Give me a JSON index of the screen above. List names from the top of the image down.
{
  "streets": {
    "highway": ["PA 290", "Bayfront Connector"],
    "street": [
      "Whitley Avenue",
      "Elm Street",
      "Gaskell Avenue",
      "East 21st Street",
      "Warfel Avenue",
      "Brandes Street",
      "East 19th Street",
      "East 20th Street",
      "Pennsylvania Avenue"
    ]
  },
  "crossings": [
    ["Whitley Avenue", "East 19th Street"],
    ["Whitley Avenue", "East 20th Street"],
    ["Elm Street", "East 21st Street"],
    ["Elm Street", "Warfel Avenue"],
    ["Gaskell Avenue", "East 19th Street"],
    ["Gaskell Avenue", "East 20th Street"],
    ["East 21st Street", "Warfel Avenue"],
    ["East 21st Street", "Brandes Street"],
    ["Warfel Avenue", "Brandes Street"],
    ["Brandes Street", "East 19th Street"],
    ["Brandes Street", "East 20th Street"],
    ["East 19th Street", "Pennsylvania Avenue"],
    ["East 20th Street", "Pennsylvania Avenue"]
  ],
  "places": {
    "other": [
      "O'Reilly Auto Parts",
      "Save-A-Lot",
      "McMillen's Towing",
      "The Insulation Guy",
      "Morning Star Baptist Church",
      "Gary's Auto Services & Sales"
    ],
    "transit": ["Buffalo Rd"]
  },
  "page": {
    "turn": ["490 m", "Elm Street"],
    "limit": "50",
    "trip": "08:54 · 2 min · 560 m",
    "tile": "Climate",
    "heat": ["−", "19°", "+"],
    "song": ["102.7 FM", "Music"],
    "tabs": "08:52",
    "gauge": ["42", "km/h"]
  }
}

◆ Work item
The records above need copying again. Keep each word as it is.

◆ Task output
Give me a JSON index of the screen above. List names from the top of the image down.
{
  "streets": {
    "highway": ["PA 290", "Bayfront Connector"],
    "street": [
      "Whitley Avenue",
      "Elm Street",
      "Gaskell Avenue",
      "East 21st Street",
      "Warfel Avenue",
      "Brandes Street",
      "East 19th Street",
      "East 20th Street",
      "Pennsylvania Avenue"
    ]
  },
  "crossings": [
    ["Whitley Avenue", "East 19th Street"],
    ["Whitley Avenue", "East 20th Street"],
    ["Elm Street", "East 21st Street"],
    ["Elm Street", "Warfel Avenue"],
    ["Gaskell Avenue", "East 19th Street"],
    ["Gaskell Avenue", "East 20th Street"],
    ["East 21st Street", "Warfel Avenue"],
    ["East 21st Street", "Brandes Street"],
    ["Warfel Avenue", "Brandes Street"],
    ["Brandes Street", "East 19th Street"],
    ["Brandes Street", "East 20th Street"],
    ["East 19th Street", "Pennsylvania Avenue"],
    ["East 20th Street", "Pennsylvania Avenue"]
  ],
  "places": {
    "other": [
      "O'Reilly Auto Parts",
      "Save-A-Lot",
      "McMillen's Towing",
      "The Insulation Guy",
      "Morning Star Baptist Church",
      "Gary's Auto Services & Sales"
    ],
    "transit": ["Buffalo Rd"]
  },
  "page": {
    "turn": ["490 m", "Elm Street"],
    "limit": "50",
    "trip": "08:54 · 2 min · 560 m",
    "tile": "Climate",
    "heat": ["−", "19°", "+"],
    "song": ["102.7 FM", "Music"],
    "tabs": "08:52",
    "gauge": ["42", "km/h"]
  }
}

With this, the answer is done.